Let $S$ be a finite set, FinSet be a skeleton of the category of
finite sets and functions between them, and $FinSet/S$ be the
category of functions into $S$ and commuting triangles. A
**multisorted Gph-enriched Lawvere theory**, hereafter **Gph-theory**
is a Gph-enriched category with finite products Th equipped with a
finite set $S$ of **sorts** and a Gph-enriched functor $\theta\colon
FinSet^{op}/S \to Th$ that preserves products
strictly. Any Gph-theory has an underlying multisorted Lawvere theory
given by forgetting the edges of each hom graph.

A **model** of a Gph-theory Th is a Gph-enriched functor from Th to Gph that
preserves products up to natural isomorphism.

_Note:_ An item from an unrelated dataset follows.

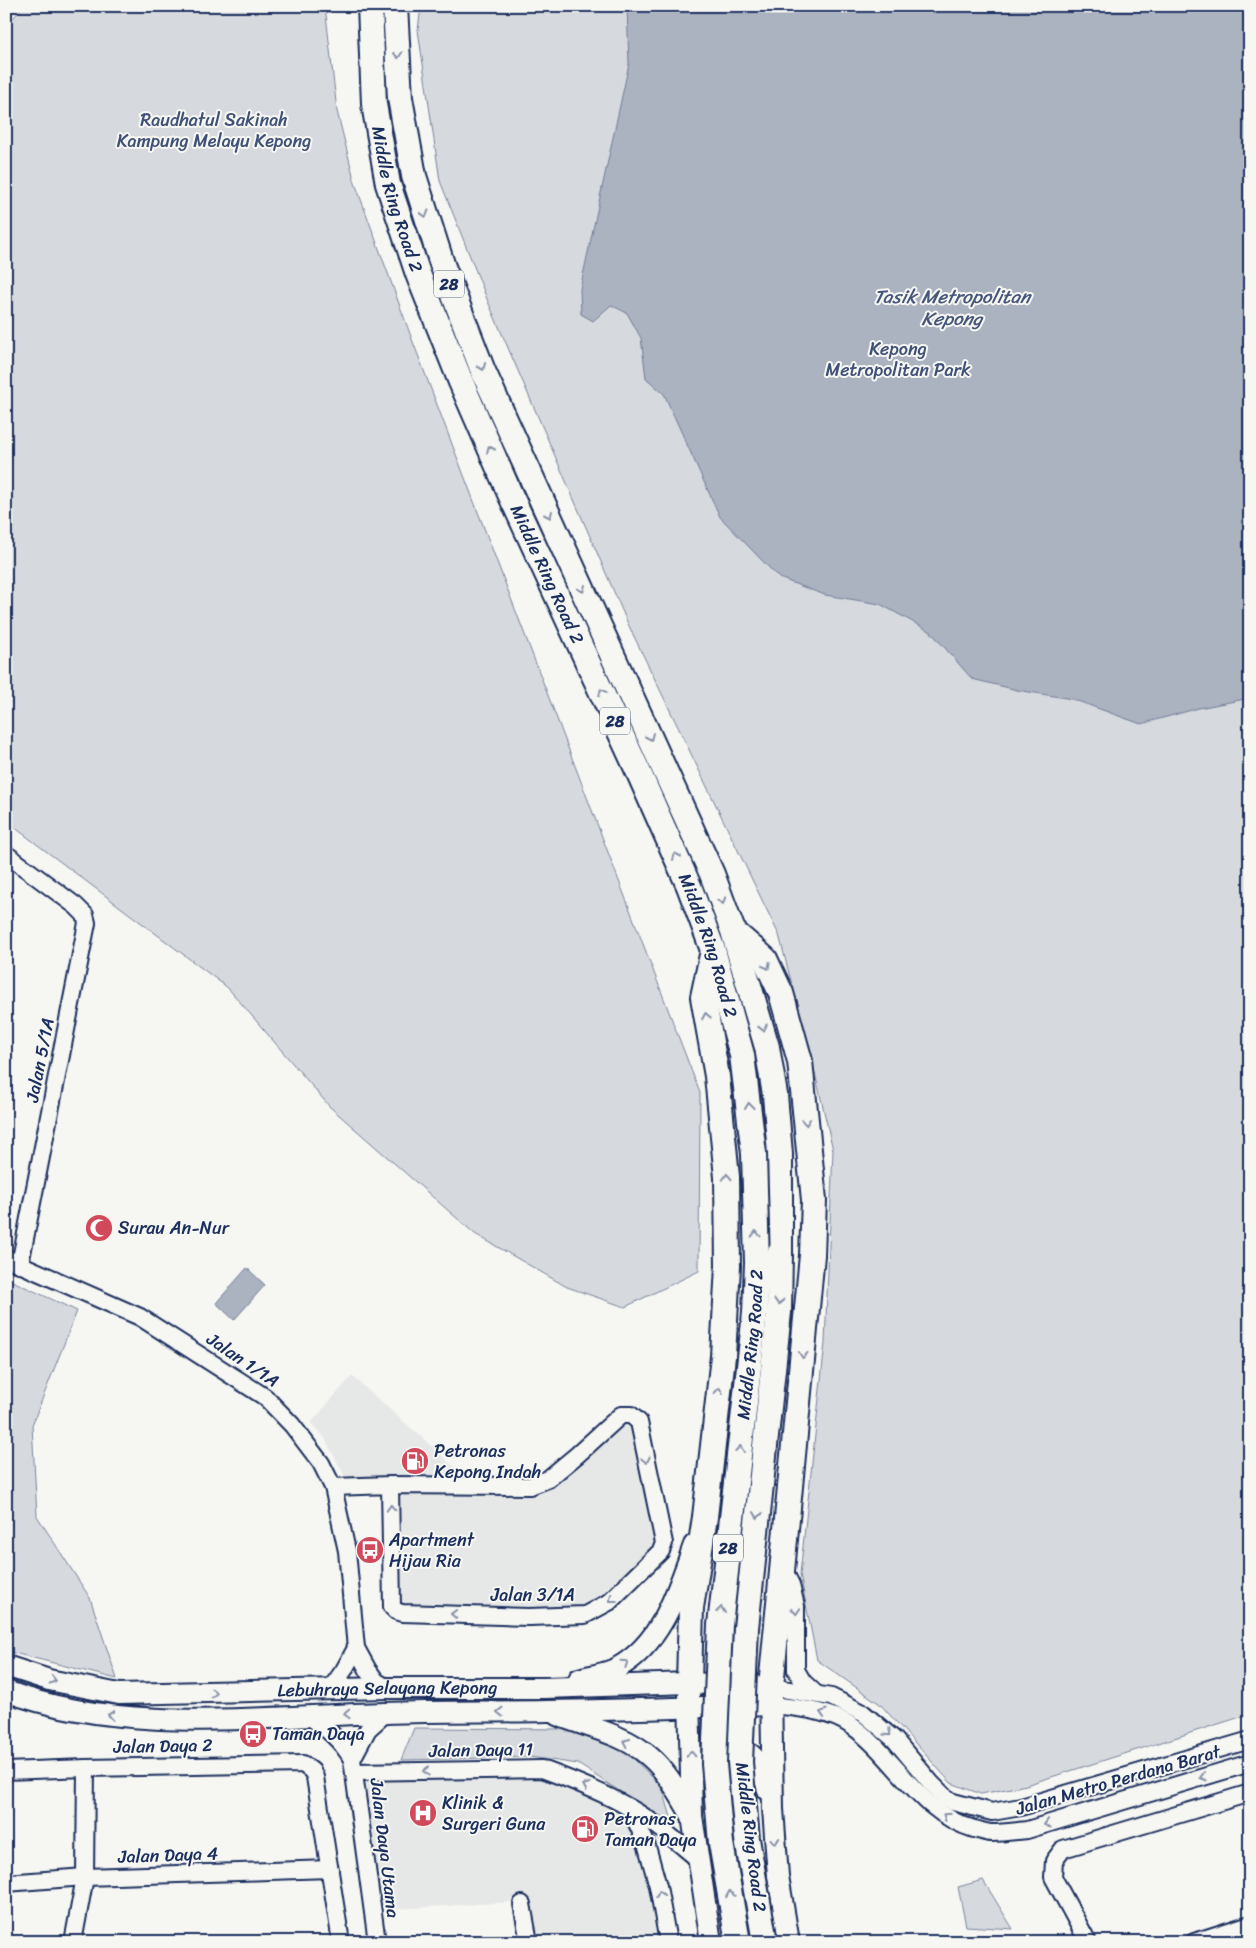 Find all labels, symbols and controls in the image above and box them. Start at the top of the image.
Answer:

A **homomorphism of
models** is a braided Gph-enriched natural transformation between the
functors. Let FPGphCat be the 2-category of small Gph-enriched
categories with finite products, product-preserving Gph-functors, and
braided Gph-natural transformations. The forgetful functor $U\colon
FPGphCat[\Th, \Gph] \to \Gph$ that picks out the underlying
graph of a model has a left adjoint that picks out the free model on a
graph.

Gph-enriched categories are part of a spectrum of 2-category-like structures. A strict 2-category is a category enriched over Cat with its usual product. Sesquicategories are categories enriched over Cat with the “funny” tensor product; a sesquicategory can be thought of as a generalized 2-category where the interchange law does not always hold. A Gph-enriched category can be thought of as a generalized sesquicategory where 2-morphisms (now edges) cannot always be composed. Any strict 2-category has an underlying sesquicategory, and any sesquicategory has an underlying Gph-enriched category; these forgetful functors have left adjoints.

## Some examples

### The SK calculus

Here’s a presentation of the Gph-theory for the SK calculus:

- objects
- $T$

- morphisms
- $S\colon 1 \to T$
- $K\colon 1 \to T$
- $(-\; -)\colon T \times T \to T$

- equations
- none

- edges
- $\sigma\colon (((S\; x)\; y)\; z) \Rightarrow ((x\; z)\; (y\; z))$
- $\kappa\colon ((K\; x)\; z) \Rightarrow x$

The free model of this theory on the empty graph has a vertex for every term in the SK calculus and an edge for every reduction.

### The SK calculus with the weak head normal form reduction strategy

Here’s the theory above modified to account for weak head normal form:

- objects
- $T$

- morphisms
- $S\colon 1 \to T$
- $K\colon 1 \to T$
- $(-\; -)\colon T \times T \to T$
- $R\colon T \to T$

- equations
- $R(x\; y) = (Rx\; y)$

- edges
- $\sigma\colon (((RS\; x)\; y)\; z) \Rightarrow ((Rx\; z)\; (y\; z))$
- $\kappa\colon ((RK\; x)\; z) \Rightarrow Rx$

If $M$ is an $SK$ term with no uses of $R$ and $M'$ is its weak head normal form, then $RM$ reduces to $RM'.$

Once we have $R$, we can think about other things to do with it. The rewrites treat the morphism $R$ as a linear resource. If we treat $R$ as “fuel” rather than “catalyst”—that is, if we modify $\sigma$ and $\kappa$ so that $R$ only appears on the left-hand side—then the reduction of $R^n M$ counts how many steps the computation takes; this is similar to Ethereum’s notion of “gasoline.”

## Re: Enriched Lawvere Theories for Operational Semantics

Nice! I wonder how easy all this material is to understand, for people who haven’t been talking to you for years. The basic idea feels very natural and right to me, but I suspect that’s because of our long interaction.

By the way, you wrote:

but since your graphs have a chosen self-loop for each vertex, your graph homomorphisms had better preserve this chosen self-loop too, or you’re in for a world of trouble. Should I fix this sentence?

Also by the way, what do you use these chosen self-loops for?

I guess one thing is that you need them for each graph homomorphism $F : G \to G'$ to have an identity graph transformation $1_F : F \Rightarrow F$.